Magazines in bathrooms

Reading material in the bathroom says something about the household: relaxed. Growing up my parents always had a small wicker basket beside the toilet with a collection of New Age magazines and occasionally a Reader’s Digest in it. Somewhere along the way the basket disappeared along with its reading material and enquiring after it now seems a bit gauche. Grimy, like heading into the bathroom with a book, or the newspaper as my dad used to, it’s an act that carries with it some shame, or at the very least does away with any mystique. Are you planning on getting comfy in there? And it may be my imagination but I always found those toilet magazines eventually take on the smell of poo.

My best friend is a very relaxed person. She has interior design magazines in her toilet and at one time a vision board with a female soccer player on it wearing red and white shorts.
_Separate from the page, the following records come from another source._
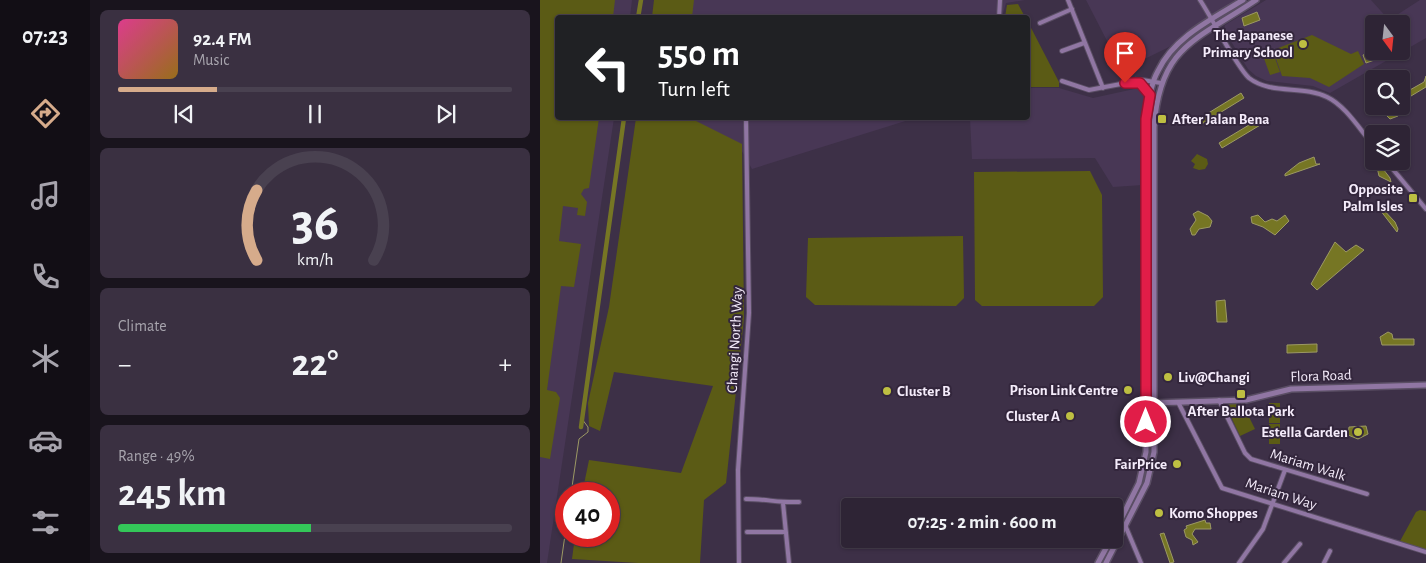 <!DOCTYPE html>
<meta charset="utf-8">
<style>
body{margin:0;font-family:"Alegreya Sans",sans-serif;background:#3a3041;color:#f1f3f6;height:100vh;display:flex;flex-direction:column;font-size:19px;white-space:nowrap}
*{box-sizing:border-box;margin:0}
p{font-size:16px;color:#a7a4ad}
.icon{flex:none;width:28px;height:28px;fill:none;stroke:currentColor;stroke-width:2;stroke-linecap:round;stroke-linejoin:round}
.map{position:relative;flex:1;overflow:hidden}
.drawer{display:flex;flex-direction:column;gap:10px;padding:10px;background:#19141d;width:450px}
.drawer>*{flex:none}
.top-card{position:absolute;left:15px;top:15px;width:475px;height:105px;border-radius:5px;box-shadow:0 1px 4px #0004,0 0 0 1px #494150;background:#202124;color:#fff;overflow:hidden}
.needle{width:32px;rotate:165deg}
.fabs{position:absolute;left:825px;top:15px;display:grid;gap:10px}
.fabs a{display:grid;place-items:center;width:45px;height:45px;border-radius:5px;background:#2e2435;box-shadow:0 1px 4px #0004,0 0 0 1px #494150;font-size:25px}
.speed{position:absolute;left:15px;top:482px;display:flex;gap:10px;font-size:25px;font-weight:700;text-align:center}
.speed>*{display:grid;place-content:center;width:65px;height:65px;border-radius:50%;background:#2e2435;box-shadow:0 1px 4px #0004,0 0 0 1px #494150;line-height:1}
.speed .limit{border:8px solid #d22;background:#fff;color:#111}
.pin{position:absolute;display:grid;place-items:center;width:42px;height:42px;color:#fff;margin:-51px -21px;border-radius:50% 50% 50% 0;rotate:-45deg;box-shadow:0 0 5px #0007}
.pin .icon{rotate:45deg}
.me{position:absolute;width:55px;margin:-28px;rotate:0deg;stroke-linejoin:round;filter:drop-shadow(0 0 4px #0008)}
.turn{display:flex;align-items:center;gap:18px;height:105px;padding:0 20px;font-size:22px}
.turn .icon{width:65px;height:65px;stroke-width:2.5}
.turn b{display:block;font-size:35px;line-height:42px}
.big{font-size:38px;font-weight:700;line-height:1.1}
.drawer .widget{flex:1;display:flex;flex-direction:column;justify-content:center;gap:8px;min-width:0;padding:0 18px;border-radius:8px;background:#3a3041}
.drawer .dial{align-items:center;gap:0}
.dial svg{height:130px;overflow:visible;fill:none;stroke:#494150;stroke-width:7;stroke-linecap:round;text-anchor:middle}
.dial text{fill:#f1f3f6;stroke:none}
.song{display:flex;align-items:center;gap:15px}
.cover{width:60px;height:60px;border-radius:8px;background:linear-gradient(135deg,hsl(330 70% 55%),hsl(40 70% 35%))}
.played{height:5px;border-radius:2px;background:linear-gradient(90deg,#d6ab8b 25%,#494150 25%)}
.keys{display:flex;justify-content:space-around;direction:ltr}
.heat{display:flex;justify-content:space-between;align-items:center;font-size:28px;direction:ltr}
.charge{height:8px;border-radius:4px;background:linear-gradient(90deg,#34c759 49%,#494150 0)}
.trip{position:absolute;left:301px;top:498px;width:282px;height:50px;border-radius:5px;background:#2e2435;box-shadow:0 1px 4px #0004,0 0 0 1px #494150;font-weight:700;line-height:50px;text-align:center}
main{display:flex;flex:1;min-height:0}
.tab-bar{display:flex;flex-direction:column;width:90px;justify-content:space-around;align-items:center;background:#120e15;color:#a7a4ad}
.tab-bar .icon{width:35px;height:35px}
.tab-bar .current{color:#d6ab8b}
.tab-bar b{font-size:22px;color:#f1f3f6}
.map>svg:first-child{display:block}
.built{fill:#483755;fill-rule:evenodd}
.green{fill:#5b5b15}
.water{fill:#767624;stroke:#9c9964}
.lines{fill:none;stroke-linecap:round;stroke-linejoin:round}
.stream{stroke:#9c9964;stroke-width:1}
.canal{stroke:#767624;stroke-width:4.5}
.minor-casing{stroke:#5a4e64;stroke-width:6}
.tertiary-casing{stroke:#5a4e64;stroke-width:8}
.minor{stroke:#9076a3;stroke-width:4}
.tertiary{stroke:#9076a3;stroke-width:5}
.route-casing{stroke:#92132f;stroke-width:12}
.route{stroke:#e11d48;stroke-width:9}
.poi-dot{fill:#bebf42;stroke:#33263c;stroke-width:2}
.labels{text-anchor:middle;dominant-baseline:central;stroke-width:4;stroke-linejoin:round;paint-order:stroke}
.poi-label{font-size:15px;font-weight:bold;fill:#f5ecfb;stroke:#33263c;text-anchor:end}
.street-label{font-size:15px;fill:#f5ecfb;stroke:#33263c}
</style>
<main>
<nav class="tab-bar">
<b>07:23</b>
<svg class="icon current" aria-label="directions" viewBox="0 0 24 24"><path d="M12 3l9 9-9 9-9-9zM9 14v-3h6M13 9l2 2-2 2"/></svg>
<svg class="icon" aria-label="music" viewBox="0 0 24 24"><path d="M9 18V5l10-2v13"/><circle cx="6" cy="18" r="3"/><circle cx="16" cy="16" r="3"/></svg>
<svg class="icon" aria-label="phone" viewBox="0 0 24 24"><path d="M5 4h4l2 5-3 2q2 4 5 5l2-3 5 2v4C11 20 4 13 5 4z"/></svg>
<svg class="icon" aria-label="climate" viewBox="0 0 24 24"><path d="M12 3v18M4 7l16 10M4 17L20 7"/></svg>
<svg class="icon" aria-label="car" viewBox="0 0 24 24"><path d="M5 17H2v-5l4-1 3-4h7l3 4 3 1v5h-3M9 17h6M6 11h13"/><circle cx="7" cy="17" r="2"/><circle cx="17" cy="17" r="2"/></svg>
<svg class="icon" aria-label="filters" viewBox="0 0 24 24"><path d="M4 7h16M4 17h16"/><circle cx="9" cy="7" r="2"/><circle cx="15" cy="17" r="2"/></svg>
</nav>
<section class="drawer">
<div class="widget">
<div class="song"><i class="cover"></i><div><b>92.4 FM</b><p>Music</p></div></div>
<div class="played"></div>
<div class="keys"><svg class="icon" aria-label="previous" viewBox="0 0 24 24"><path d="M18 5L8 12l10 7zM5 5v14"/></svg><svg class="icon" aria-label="pause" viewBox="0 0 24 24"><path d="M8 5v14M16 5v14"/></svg><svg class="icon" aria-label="next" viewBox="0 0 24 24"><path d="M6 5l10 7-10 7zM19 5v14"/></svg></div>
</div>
<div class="widget dial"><svg viewBox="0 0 100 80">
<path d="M14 69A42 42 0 1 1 86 69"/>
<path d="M14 69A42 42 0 0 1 14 26" stroke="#d6ab8b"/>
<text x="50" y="56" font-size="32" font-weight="700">36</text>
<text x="50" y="72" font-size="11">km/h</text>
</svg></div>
<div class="widget"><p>Climate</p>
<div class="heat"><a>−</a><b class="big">22°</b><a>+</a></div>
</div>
<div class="widget"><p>Range · 49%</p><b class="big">245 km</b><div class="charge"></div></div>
</section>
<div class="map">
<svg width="886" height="563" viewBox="0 0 886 563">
<rect width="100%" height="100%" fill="#3d3047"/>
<path class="built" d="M 0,0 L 92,0 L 90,17 L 18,18 L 18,118 L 74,118 L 7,563 L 0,563 Z
M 153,0 L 485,0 L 466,3 L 462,17 L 150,18 Z
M 546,0 L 698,0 L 668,28 L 582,70 Z
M 726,0 L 831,0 L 849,20 L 880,0 L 886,0 L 886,38 L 790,93 L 773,86 L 727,81 L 716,76 L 708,69 L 684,30 L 685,25 ZM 834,24 L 861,24 L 861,51 L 834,51 Z
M 608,86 L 603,185 L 573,187 L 555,158 L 432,159 L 430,118 L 488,118 L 488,88 L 519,88 L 553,98 Z
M 143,118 L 375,118 L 212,169 L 199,146 Z"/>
<path class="green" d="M 0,0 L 75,0 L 73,17 L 18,18 L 18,118 L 59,118 L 49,188 L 44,189 L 41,194 L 47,202 L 45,216 L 37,215 L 38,208 L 23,206 L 19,241 L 41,244 L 34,287 L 21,286 L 7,390 L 16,392 L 20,398 L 10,459 L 0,457 Z
M 114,0 L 154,0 L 152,17 L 112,17 Z
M 478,4 L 485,17 L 465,17 L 467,5 Z
M 488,22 L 519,82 L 519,87 L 488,87 Z
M 772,35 L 811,54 L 818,51 L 824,64 L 789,87 L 770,78 L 742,76 L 733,50 Z
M 732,50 L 740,72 L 730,75 L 722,53 Z
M 96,118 L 150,118 L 202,144 L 204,318 L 186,483 L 164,500 L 160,563 L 98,563 L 32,559 L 35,536 L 69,536 L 69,494 L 42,494 L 49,460 L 141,473 L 173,386 L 74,372 L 60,431 L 49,426 L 48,403 L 69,307 Z
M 657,154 L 667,159 L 668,164 L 665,169 L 659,170 L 653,168 L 655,164 L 651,161 Z
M 550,171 L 562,195 L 563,297 L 554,306 L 442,306 L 435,300 L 434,172 Z
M 423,236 L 424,298 L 416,306 L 275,305 L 266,297 L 268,238 Z
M 702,403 L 715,429 L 700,436 L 686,406 L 690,404 Z
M 729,403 L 740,403 L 740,423 L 729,423 Z
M 729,424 L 740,424 L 740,444 L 729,444 Z
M 880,510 L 886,511 L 886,551 L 859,543 L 876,512 Z"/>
<path class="water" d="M 717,12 L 720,20 L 704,26 L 702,18 Z
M 834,51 L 838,51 L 840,58 L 826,63 L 823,55 Z
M 886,76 L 886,87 L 861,102 L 861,95 L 884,82 Z
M 701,93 L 704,98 L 660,125 L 657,120 Z
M 837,106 L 860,106 L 858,116 L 850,119 Z
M 724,116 L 727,121 L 682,148 L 679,143 Z
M 774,157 L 776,164 L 780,164 L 745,176 L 745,174 L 759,163 Z
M 840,165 L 850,178 L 851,182 L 839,176 L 837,167 Z
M 839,205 L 855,222 L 858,229 L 857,232 L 837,206 Z
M 658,211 L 668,216 L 672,221 L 670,227 L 659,229 L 655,235 L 652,235 L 650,229 L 656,220 L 653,214 Z
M 718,215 L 725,222 L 732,219 L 737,221 L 745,215 L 749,221 L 735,235 L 723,227 L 712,223 L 711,217 Z
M 795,242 L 806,252 L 816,245 L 824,250 L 777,290 L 771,284 Z
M 685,300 L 687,322 L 677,322 L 676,301 Z
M 848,332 L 852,334 L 853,339 L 874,339 L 874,345 L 842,345 L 840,337 Z
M 777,344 L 777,352 L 747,353 L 747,345 Z
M 826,426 L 828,434 L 818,439 L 808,435 L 809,427 Z
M 665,520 L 666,523 L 670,523 L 671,529 L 655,529 L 652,534 L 658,542 L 653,545 L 652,540 L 646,537 L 644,530 L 647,528 L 646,526 Z
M 624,533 L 634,562 L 630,563 L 620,534 Z"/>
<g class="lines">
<path class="stream" d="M 31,494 L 39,439 L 48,432 L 48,427 L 42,419
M 21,563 L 26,528"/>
<path class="canal" d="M 98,18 L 101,0
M 41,427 L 84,118"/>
<defs>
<path id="minor" d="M 528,0 L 563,88
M 660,0 C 672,18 696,66 709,78 C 731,95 763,85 787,97 C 806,106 820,130 834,146
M 459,18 L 460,0
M 500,23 L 532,9
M 522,51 L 544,43
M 522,81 L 549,90 L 602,80 L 621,83
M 846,161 L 886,209
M 679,400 L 705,453 L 711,459 L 827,494
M 638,402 L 682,488 L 886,552
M 206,499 C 225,499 241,503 259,502
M 243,503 L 249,563
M 585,525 L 601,563
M 207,532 L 246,532
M 199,563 L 198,470 L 209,313 L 206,118
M 699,563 L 723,529 L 745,470
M 744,563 L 760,544
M 784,563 L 790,551"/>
<path id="tertiary" d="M 596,81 L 606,88 L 610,95
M 612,403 L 706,400 L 751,389 L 886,385
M 575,531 L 599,483 L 606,452 L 606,119 C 609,103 610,85 618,71 C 634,37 672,19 703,0
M 558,563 L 571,539
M 566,563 L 607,483 L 614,452 L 614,127 C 620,46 655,41 716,0"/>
</defs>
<use href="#minor" class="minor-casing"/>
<use href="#tertiary" class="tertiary-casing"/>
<use href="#minor" class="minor"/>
<use href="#tertiary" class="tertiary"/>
</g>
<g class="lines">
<defs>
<path id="route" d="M 585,83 L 600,83 L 610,95 L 606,119 L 606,422"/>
</defs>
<use href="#route" class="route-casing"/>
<use href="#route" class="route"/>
</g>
<g class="poi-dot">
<circle cx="763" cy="44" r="5"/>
<rect x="617" y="114" width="10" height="10" rx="2.5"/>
<rect x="868" y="193" width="10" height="10" rx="2.5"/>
<circle cx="628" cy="377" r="5"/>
<circle cx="588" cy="390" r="5"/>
<circle cx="347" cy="391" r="5"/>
<rect x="696" y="389" width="10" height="10" rx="2.5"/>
<circle cx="530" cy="416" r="5"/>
<circle cx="818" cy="432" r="5"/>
<circle cx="637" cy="464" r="5"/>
<circle cx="619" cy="513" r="5"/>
</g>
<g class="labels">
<g class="poi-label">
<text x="753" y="35">The Japanese<tspan x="753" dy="17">Primary School</tspan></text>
<text x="632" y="119" text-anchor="start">After Jalan Bena</text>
<text x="863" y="189">Opposite<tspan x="863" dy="17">Palm Isles</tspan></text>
<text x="638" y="377" text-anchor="start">Liv@Changi</text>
<text x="578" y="390">Prison Link Centre</text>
<text x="357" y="391" text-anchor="start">Cluster B</text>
<text x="701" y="411" text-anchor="middle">After Ballota Park</text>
<text x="520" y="416">Cluster A</text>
<text x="808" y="432">Estella Garden</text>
<text x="627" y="464">FairPrice</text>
<text x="629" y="513" text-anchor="start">Komo Shoppes</text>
</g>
<g class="street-label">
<text transform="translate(195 340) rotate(-87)">Changi North Way</text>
<text transform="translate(781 376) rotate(-2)">Flora Road</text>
<text transform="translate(768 465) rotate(17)">Mariam Walk</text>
<text transform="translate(741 494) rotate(18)">Mariam Way</text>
</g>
</g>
</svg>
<div class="fabs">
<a><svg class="needle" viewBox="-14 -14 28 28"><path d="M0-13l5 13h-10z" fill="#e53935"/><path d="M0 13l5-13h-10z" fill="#a7a4ad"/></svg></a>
<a><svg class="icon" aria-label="search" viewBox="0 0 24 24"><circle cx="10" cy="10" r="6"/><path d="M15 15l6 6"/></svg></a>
<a><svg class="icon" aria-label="layers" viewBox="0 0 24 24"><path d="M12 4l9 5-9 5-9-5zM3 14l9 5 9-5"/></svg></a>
</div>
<div class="speed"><div class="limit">40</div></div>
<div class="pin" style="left:585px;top:83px;background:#d93025"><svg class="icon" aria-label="arrive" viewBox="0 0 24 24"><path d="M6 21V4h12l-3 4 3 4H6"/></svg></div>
<svg class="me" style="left:606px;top:422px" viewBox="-20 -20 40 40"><circle r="17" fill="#e11d48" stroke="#fff" stroke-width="3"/><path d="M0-11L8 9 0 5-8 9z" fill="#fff"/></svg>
<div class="trip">07:25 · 2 min · 600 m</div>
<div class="top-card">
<div class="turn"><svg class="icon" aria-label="left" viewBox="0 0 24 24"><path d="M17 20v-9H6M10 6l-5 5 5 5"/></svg><div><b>550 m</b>Turn left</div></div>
</div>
</div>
</main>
She now owns two restaurants. Her magazines encourage you to relax in her bathroom as in her lounge as in her restaurants, if you are a relaxed person.

The first time my husband introduced a magazine into our bathroom it appeared on top of the toilet like a curious and entirely foreign object. I stared at it and all the things it implied: someone getting comfortable. How would he feel if I suddenly got really into reading on the toilet? His woman, busy with a book in the bathroom.

I think he chose that first magazine strategically. It was a copy of The New Yorker, so, classy, right? High literature on the bog. Then copies of New York magazine appeared and Adbusters etc. How could I argue? Some of those covers are really good!

It didn’t take long before local newspapers appeared and then music mags, but by this stage we were in the swing of it. Cleaning them into the bin would be an act of aggression and uptightness that might warrant a “I didn’t get to read that one? There was an article…” etc.

So now I feminize the space by putting the best looking magazine on top of the pile when girl friends come over. Dudes don’t care, but they of course do the thing that magazines in bathrooms encourage and I don’t want to think about: sit there lingering for longer than necessary, with poo.